Б.В. Аверин, в статье «Воспоминание у Набокова и Флоренского» (глава в книге «Дар Мнемозины (романы Набокова в контексте русской автобиографической традиции)». СПб: Амфора, 2003) пишет о том, что детство для Набокова — рай, утраченный вместе с родиной, самая счастливая, самая совершенная пора его жизни, предмет постоянной неизбывной тоски, «колыбель», которая «качается над бездной», но самое главное — «острота его зрительной и слуховой памяти», «цепкости восприятия зрительных и слуховых подробностей и значение, которое он придавал этой своей природной особенности». Острота впечатлений, владение языком, способным зафиксировать их богатство в его различности, изобилие нюансов. Подобное обостренное восприятие помогает понять, почему для Набокова неприемлемым было прямое, прямолинейное обращение к тому, что называется «последними вопросами бытия». Набоков не только не вторгается в какие-то важные моменты, он их деликатно обходит. Б.В. Аверин приводит пример из романа «Подлинная жизнь Себастьяна Найта», в котором герой устремляется к умирающему брату, чтобы услышать из его уст последнюю, предсмертную тайну — и не застает брата в живых. «Но добравшись до больницы, герой понимает, что желание узнать предсмертную тайну отступает как в сущности ничего не значащее». «Тайна оказалась ему не нужна еще прежде, чем он узнал о ее недоступности». «По Набокову, в этом отказе от стремления раскрыть тайну — благородное целомудрие героя. Заменой напрямую открытой тайны становится для героя то внутреннее понимание чего-то важнейшего (словесно не эксплицированного), которое приходит к нему, пока он сидит у кровати случайного человека, уверенный, что рядом с ним — спящий Себастьян». Таким образом, Б.А.Аверин отмечает важный момент «неприятия» прямого взгляда на тайные основы бытия, предпочтение ему взгляда косвенного, «подглядывания». Сходным образом пишет об этих феноменах Павел Флоренский: «Бытие в основе таинственно и не хочет, чтобы тайны его обнажались словом. Очень тонка та поверхность жизни, о которой праведно и дозволено говорить; остальному же, корням жизни, может быть, самому главному, приличествует подземный мрак. Правда, влечет познать его, но это надлежит делать именно подглядывая, а не нагло рассматривая пристальным взглядом, — доходить до неведомого „каким-то незаконнорожденным рассуждением“, как говорил о познании первичного мрака материи Платон, но никак не внятными, да еще вдобавок сообща, силлогизмами».

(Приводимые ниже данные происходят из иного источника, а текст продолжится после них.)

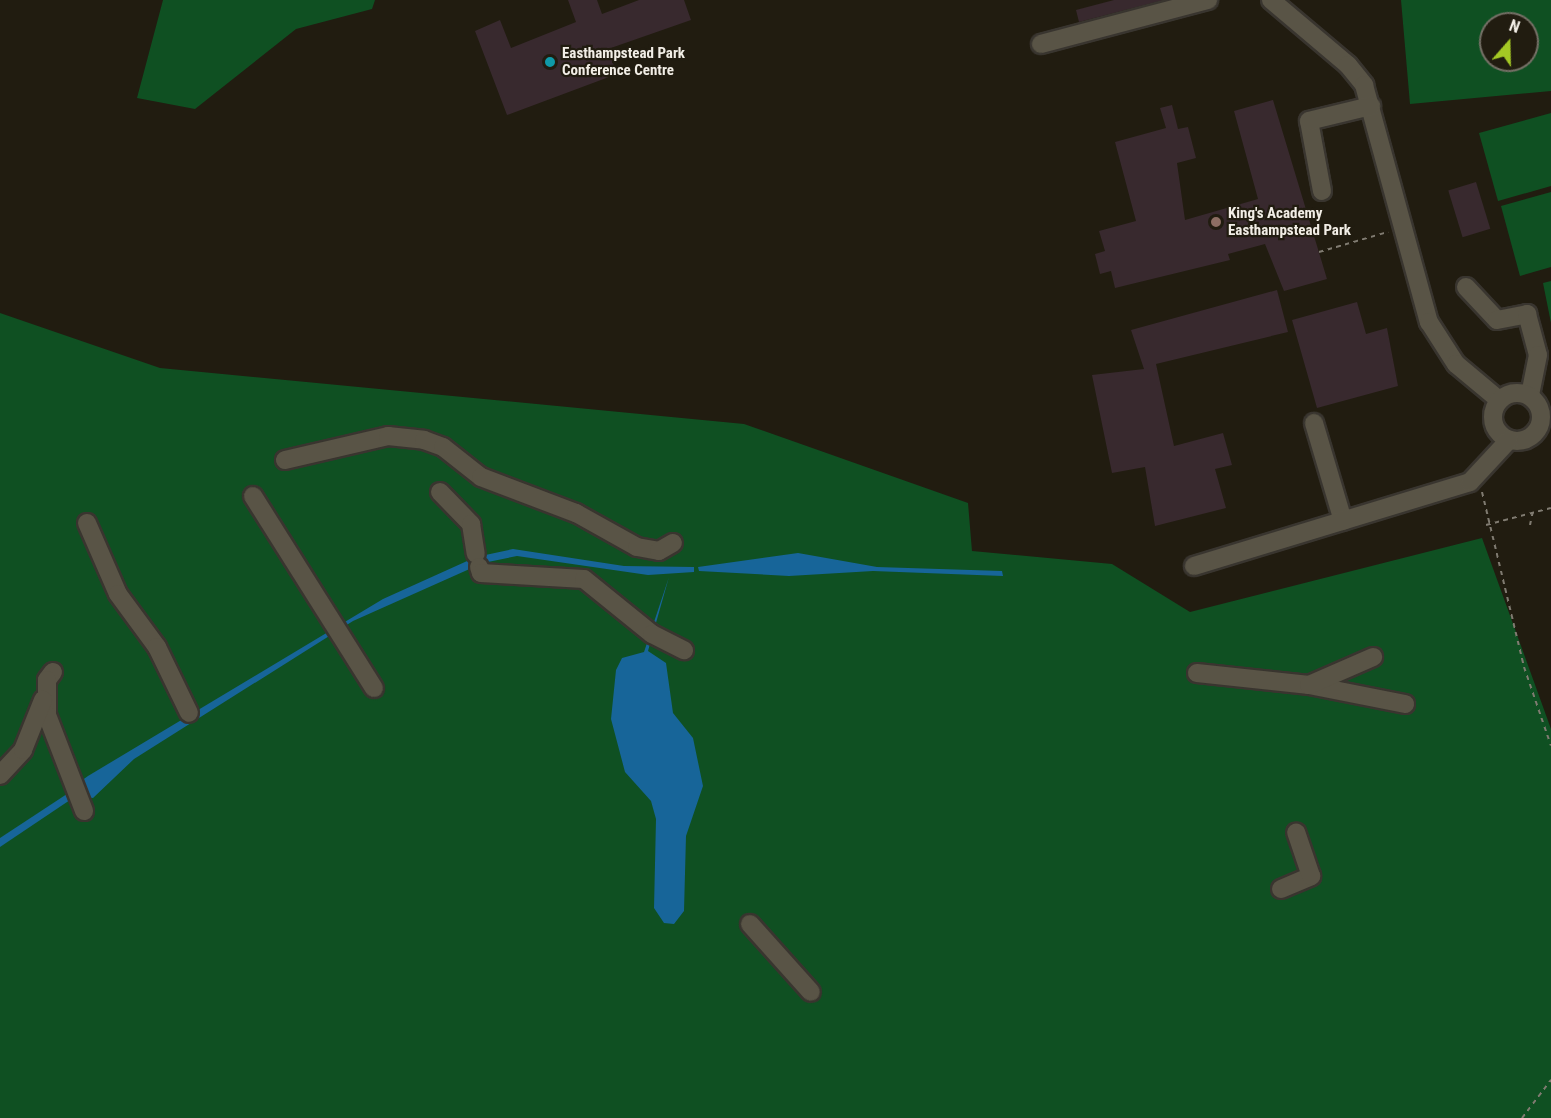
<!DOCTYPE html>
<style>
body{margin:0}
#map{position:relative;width:1551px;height:1118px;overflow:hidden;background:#211c10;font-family:"Roboto Condensed",sans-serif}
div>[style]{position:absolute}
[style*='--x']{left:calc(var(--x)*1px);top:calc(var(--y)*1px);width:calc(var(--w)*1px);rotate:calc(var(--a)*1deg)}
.green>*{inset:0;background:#0f5022}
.water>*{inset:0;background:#176599}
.building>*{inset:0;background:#38292e;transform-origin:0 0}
.path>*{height:2px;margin-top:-1px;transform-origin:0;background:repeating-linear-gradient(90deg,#807b71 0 4.5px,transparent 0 9px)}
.roads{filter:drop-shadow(2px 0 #39352f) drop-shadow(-2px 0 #39352f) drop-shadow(0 2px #39352f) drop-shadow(0 -2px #39352f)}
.minor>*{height:18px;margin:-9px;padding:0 9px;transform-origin:9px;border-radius:9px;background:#595446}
.minor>.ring{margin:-9px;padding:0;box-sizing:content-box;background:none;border:18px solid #595446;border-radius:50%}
.dots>*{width:16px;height:16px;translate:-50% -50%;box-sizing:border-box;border:3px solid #211c10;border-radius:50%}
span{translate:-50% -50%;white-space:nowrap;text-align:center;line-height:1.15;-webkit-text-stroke:4.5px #211c10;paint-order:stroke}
.poi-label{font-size:15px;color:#f2eee6;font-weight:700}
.left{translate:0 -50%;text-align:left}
.north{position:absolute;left:1479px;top:12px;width:60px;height:60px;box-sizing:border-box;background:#211c10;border:2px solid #757066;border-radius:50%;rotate:20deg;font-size:16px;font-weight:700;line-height:24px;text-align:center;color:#f2eee6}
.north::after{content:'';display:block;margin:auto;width:21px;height:27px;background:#a4c824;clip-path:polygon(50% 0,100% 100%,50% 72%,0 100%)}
</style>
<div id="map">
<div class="green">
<i style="clip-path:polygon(163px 0,375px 0,372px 9px,296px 29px,195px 109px,137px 98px)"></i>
<i style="clip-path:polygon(evenodd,1401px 0,1551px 0,1551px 91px,1410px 104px,1401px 0,1491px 24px,1527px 24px,1527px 60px,1491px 60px,1491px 24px)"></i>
<i style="clip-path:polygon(1551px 113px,1551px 186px,1498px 201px,1479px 133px)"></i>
<i style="clip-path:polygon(1551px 192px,1551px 267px,1520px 276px,1501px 206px)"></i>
<i style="clip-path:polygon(1551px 281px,1551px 323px,1543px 283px)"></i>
<i style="clip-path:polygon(0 313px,160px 368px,744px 424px,968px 503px,972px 551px,1112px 564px,1190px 612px,1482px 538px,1551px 729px,1551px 1118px,0 1118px)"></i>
</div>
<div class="water">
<i style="clip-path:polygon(513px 549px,624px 566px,694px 567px,694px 572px,648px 575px,517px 556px,483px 563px,353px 621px,134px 759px,93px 798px,84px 797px,81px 781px,88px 776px,383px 599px,476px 557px)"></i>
<i style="clip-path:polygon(798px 553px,877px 567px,1002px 571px,1003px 576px,873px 571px,789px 576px,699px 571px,698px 567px)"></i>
<i style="clip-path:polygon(669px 577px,648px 651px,666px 663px,673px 713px,693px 738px,703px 786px,686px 836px,684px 911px,674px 924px,664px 923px,654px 908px,656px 819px,651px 801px,625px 772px,611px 719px,616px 670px,622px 658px,644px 652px)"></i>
<i style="clip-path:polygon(70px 792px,73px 798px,0 847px,0 838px)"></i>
</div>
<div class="building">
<i style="clip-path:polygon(568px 0,597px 0,602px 14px,639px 0,684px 0,691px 20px,608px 49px,617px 74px,507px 115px,475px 31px,500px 20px,511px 48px,576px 22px)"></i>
<i style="clip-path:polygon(1114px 0,1164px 0,1079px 22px,1076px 10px)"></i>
<i style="clip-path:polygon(1273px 100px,1327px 279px,1284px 291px,1265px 244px,1228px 254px,1230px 260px,1115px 288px,1111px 271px,1100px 274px,1095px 254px,1105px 251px,1099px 231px,1136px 221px,1115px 142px,1166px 128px,1160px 108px,1172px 105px,1178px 129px,1188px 127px,1196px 158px,1177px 163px,1185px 220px,1258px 199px,1234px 111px)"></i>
<i style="left:1476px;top:182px;width:49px;height:29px;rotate:73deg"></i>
<i style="clip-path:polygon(1277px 290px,1288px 332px,1156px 364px,1174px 446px,1223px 433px,1232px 465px,1215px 469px,1226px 508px,1155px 526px,1145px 467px,1112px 473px,1092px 375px,1144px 369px,1131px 330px)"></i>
<i style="clip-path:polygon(1357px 302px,1366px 334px,1387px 328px,1398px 386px,1317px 408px,1292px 320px)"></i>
</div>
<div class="path">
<i style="--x:1319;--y:252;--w:72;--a:-16.2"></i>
<i style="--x:1482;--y:492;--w:180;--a:76.5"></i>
<i style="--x:1524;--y:667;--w:83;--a:71.1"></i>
<i style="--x:1486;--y:525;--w:67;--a:-14.7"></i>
<i style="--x:1530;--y:525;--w:14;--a:-78"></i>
<i style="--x:1522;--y:1118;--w:48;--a:-52.7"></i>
</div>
<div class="roads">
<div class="minor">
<i style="--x:1271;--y:0;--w:101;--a:40.2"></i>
<i style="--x:1348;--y:65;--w:26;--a:51"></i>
<i style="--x:1364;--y:85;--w:246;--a:74.7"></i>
<i style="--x:1429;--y:322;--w:50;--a:57.3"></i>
<i style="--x:1456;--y:364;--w:56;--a:39.9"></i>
<i style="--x:1041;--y:44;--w:173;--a:-14.8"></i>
<i style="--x:1322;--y:191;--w:71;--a:-100.5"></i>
<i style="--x:1309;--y:121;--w:64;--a:-13.6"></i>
<i style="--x:1466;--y:287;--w:45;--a:46.8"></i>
<i style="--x:1497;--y:320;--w:31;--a:-11"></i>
<i style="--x:1527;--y:314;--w:42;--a:75"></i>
<i style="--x:1538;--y:355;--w:41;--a:101.3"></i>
<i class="ring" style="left:1493px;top:393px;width:30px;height:30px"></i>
<i style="--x:1314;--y:423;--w:102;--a:73.5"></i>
<i style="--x:285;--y:460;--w:106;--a:-13.1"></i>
<i style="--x:388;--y:436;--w:36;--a:6"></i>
<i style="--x:424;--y:440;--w:20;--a:20"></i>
<i style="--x:443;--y:447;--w:48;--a:38.3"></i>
<i style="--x:481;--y:477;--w:102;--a:20.8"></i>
<i style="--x:576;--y:513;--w:70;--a:29.1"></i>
<i style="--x:637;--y:547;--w:22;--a:10"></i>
<i style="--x:659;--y:551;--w:16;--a:-30"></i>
<i style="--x:440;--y:492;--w:45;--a:45.9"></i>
<i style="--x:471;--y:524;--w:30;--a:81"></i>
<i style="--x:253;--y:496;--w:227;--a:57.8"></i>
<i style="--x:87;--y:523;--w:77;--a:66.4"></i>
<i style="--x:118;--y:594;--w:66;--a:53.7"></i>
<i style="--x:157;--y:647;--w:73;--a:64.1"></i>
<i style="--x:1194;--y:566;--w:288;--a:-16.9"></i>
<i style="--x:1470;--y:482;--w:57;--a:-47.1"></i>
<i style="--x:479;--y:567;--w:6;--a:72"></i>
<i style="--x:481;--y:573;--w:103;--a:3.3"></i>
<i style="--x:584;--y:579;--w:87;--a:39"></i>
<i style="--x:652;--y:634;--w:36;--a:27"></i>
<i style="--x:53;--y:672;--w:10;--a:127"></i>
<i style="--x:47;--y:680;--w:35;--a:90"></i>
<i style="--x:47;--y:715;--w:103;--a:68.9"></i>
<i style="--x:1197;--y:673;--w:113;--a:6.1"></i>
<i style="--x:1309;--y:685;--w:98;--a:11.2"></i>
<i style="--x:1309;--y:685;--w:70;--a:-23.6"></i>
<i style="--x:0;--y:775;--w:34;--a:-47"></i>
<i style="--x:23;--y:750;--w:54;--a:-68.2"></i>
<i style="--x:1281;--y:889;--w:33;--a:-23"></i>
<i style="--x:1311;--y:876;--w:46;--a:-108.8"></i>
<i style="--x:750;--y:924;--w:91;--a:48.1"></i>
</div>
</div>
<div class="dots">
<i style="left:550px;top:62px;background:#0f9aa8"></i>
<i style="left:1216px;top:222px;background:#8d6e63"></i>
</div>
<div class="poi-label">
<span class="left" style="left:562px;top:62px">Easthampstead Park<br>Conference Centre</span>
<span class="left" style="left:1228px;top:222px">King's Academy<br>Easthampstead Park</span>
</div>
<div class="north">N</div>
</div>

Для П. Флоренского, как и для Набокова, истинность человека выявляется лишь через целостность человеческой личности, а целостность эта дана не в отдельных моментах настоящего, а обретается лишь по прохождении всего жизненного пути. На макроуровне, то есть на уровне философском. А на микроуровне, то есть на уровне приема, реализация данной философской мысли существует благодаря принципу повторов, излюбленный прием Набокова: «Построение подавляющего большинства набоковских сюжетов повторяет, эту хаотичную картину действительности… Лишь постепенно по мере чтения, сюжет начинает проясняться» (Аверин 2003, с.296). Объединение идеи вечности и приема повтора происходит, когда читатель осознает, что главный герой бредит или видит сон. Галлюцинация или сон, как и образ комнаты и дает определенный ключ к пониманию всего произведения… Б.В. Аверин отмечает, что в русской традиции есть только два определения вечности. Одно, данное Толстым в «Войне и мире» в связи с Андреем Болконским («Умереть, значит – проснуться»), а другое, данное Свидригайловым Достоевского, про вечность как маленькую комнату, «эдак вроде деревенской бани». В случае Terra Incognita – комнаты, или даже – книжки, той самой, которая выскальзывает у повествователя из рук в самом конце рассказа.

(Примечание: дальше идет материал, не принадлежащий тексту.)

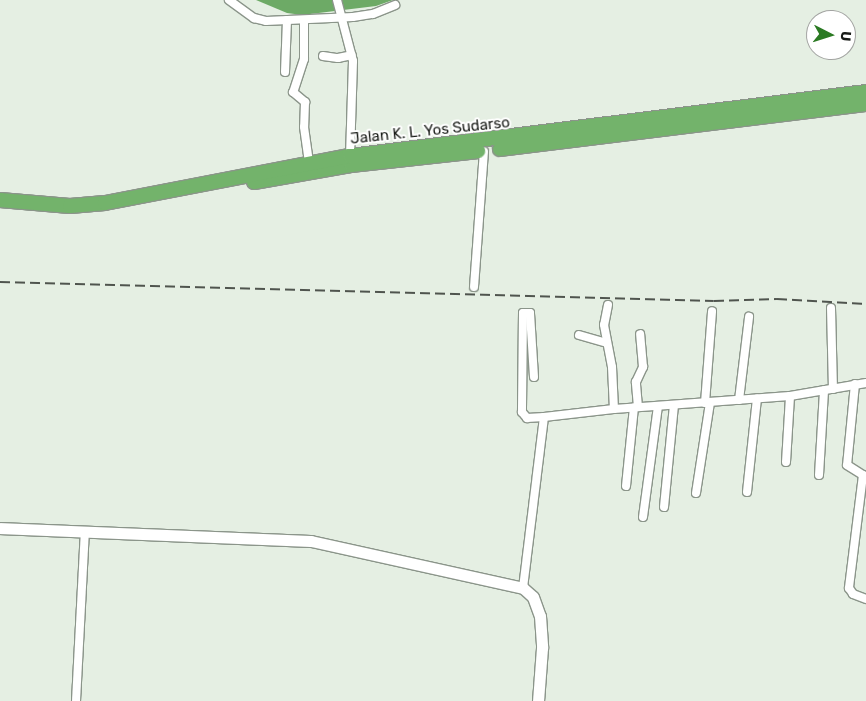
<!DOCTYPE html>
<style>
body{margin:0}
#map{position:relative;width:866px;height:701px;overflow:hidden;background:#e5efe3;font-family:Rubik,sans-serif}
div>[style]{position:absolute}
.water>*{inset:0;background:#6daa66}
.roads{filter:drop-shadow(1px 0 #8b958a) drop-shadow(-1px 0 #8b958a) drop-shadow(0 1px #8b958a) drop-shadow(0 -1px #8b958a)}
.street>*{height:8px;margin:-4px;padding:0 4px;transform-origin:4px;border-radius:4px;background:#fff}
.secondary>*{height:11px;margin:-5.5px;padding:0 5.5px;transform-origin:5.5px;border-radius:5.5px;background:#fff}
.highway>*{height:14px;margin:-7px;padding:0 7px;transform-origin:7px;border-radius:7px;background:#73b36b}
.rail>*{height:2px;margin-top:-1px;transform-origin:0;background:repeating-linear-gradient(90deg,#4f544e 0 10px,transparent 0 15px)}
span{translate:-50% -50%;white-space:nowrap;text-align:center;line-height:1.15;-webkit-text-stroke:4px #fff;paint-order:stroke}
.street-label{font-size:15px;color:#181b17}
.north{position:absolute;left:806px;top:10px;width:50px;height:50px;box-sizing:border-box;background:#fff;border:1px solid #a3a4a2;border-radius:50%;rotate:95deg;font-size:14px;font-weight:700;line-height:20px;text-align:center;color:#181b17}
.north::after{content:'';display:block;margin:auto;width:18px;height:22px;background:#2b7a23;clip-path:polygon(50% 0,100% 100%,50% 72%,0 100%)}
</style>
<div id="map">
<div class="water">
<div style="clip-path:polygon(256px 0,393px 0,376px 6px,302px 15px,287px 13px)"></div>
</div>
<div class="roads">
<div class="street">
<div style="left:229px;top:0;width:31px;rotate:36deg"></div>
<div style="left:254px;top:18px;width:12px;rotate:14deg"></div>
<div style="left:266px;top:21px;width:87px;rotate:-2.6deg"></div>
<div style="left:353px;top:17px;width:20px;rotate:-9deg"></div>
<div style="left:373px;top:14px;width:24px;rotate:-22deg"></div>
<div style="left:337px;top:0;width:63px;rotate:75.3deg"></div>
<div style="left:353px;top:61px;width:97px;rotate:91.8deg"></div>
<div style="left:304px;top:20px;width:39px;rotate:90deg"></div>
<div style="left:304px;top:59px;width:35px;rotate:108deg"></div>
<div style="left:293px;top:92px;width:16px;rotate:40deg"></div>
<div style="left:305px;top:102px;width:25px;rotate:92deg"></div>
<div style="left:304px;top:127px;width:35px;rotate:82deg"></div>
<div style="left:323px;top:56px;width:15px;rotate:8deg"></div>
<div style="left:338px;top:58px;width:14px;rotate:-12deg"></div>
<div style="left:285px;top:72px;width:52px;rotate:-87.8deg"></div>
<div style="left:474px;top:287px;width:136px;rotate:-85.8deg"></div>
<div style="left:608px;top:305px;width:20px;rotate:101deg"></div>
<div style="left:604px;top:325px;width:43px;rotate:79.2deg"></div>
<div style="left:612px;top:367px;width:42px;rotate:87.3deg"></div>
<div style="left:831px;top:308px;width:81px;rotate:88.6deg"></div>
<div style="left:579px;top:335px;width:29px;rotate:16deg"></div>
<div style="left:534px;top:377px;width:64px;rotate:-93.6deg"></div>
<div style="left:530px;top:313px;width:7px;rotate:180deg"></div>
<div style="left:523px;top:313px;width:99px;rotate:90.6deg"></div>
<div style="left:522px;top:412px;width:8px;rotate:50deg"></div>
<div style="left:527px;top:418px;width:17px;rotate:-3deg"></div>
<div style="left:855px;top:384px;width:81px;rotate:95.6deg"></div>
<div style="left:847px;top:465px;width:19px;rotate:32deg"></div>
<div style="left:863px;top:475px;width:114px;rotate:97.1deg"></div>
<div style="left:849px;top:588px;width:7px;rotate:56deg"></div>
<div style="left:853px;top:594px;width:14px;rotate:21deg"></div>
<div style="left:739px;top:400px;width:84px;rotate:-83.1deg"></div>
<div style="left:705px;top:403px;width:92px;rotate:-85.6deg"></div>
<div style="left:638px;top:407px;width:25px;rotate:-95deg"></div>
<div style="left:636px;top:382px;width:17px;rotate:-65deg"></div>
<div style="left:643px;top:367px;width:33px;rotate:-95deg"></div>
<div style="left:786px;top:462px;width:66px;rotate:-86.5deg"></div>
<div style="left:819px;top:475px;width:85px;rotate:-86.6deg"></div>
<div style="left:626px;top:486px;width:79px;rotate:-84.2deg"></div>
<div style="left:747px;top:492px;width:94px;rotate:-83.9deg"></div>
<div style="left:696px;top:493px;width:91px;rotate:-81.2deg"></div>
<div style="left:664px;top:507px;width:102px;rotate:-84.4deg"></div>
<div style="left:643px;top:517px;width:112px;rotate:-82.3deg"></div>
<div style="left:523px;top:588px;width:172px;rotate:-83deg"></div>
<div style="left:544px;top:417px;width:70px;rotate:-6.5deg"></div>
<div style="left:614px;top:409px;width:176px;rotate:-4.2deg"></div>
<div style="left:790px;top:396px;width:77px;rotate:-9.7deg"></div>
<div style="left:76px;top:701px;width:169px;rotate:-87deg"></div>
</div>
<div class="secondary">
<div style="left:0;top:528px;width:311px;rotate:2.4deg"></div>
<div style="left:311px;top:541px;width:217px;rotate:12.5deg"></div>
<div style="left:523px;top:588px;width:13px;rotate:42deg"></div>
<div style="left:533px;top:597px;width:20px;rotate:70deg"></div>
<div style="left:540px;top:616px;width:32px;rotate:86deg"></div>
<div style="left:542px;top:648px;width:53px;rotate:94.3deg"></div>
</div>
<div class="highway">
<div style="left:500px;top:149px;width:369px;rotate:-7deg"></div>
<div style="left:254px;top:182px;width:98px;rotate:-9.9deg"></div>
<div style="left:351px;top:165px;width:128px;rotate:-6.3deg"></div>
<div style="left:0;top:200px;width:70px;rotate:4.9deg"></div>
<div style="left:70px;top:206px;width:35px;rotate:-5deg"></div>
<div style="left:105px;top:203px;width:249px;rotate:-10.9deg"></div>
<div style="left:350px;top:156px;width:520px;rotate:-7.07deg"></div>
</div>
</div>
<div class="rail">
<div style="left:0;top:282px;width:714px;rotate:1.52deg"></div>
<div style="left:714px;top:301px;width:63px;rotate:-1.8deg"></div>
<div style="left:777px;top:299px;width:89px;rotate:3.2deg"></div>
</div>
<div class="street-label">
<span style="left:430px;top:131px;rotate:-6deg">Jalan K. L. Yos Sudarso</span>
</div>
<div class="north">U</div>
</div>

Говоря о форме набоковского произведения, о вечности, о мистическом опыте, о соприкосновении с миром иного, особо актуальными представляются исследования Набокова, проведенные Э.Пивановой и опубликованные в книге «Гармония художественного текста в метапоэтике В.Набокова», (Ставрополь, 2008. С. 70), в которой, в некотором смысле, продолжена известная работа Сергея Давыдова (книга «Тексты – матрешки Владимира Набокова», Петербург, 2004), в которой в свое время была отмечена, проштудирована, структурно объяснена игра двойников, зеркальность набоковской прозы. Продолжая традицию структурного анализа, углубляя и расширяя ее масштабы, Э. Пиванова отмечает космическую структура произведений Набокова. В частности, очень интересны положения исследовательницы в отношении того, что замкнутый круг – это фигура порочной практики, а для Набокова намного ближе становится идея и концепция спирали. Вот как пишет об этом сам Набоков: «Спираль – одухотворение круга. В ней, разомкнувшись и высвободившись из плоскости, круг перестает быть порочным. Пришло мне это в голову в гимназические годы, и тогда же я придумал, что бывшая столько популярной в России гегелевская триада в сущности выражает всего лишь природную спиральность вещей в отношении ко времени» (с.134). Порочность круга для Набокова, как отмечает Э. Пиванова, связана с его замкнутостью, отсутствием динамики, свойственной спирали, которая относится в математике к трансцендентному. Идиома «порочный круг» заимствована из аппарата логики, в которой она трактуется как логическая ошибка, так как какое-либо положение доказывается при посредстве другого, которое само должно быть доказано. Для Набокова, напротив, характерна гармония творчества, но гармония, которая отражает более общий принцип – гармонию мироздания: «Как можно говорить о труде (писательском), когда речь идет о гармонии математических величин, о движении планет, о планомерности природных законов (Набоков, т. 3, 406).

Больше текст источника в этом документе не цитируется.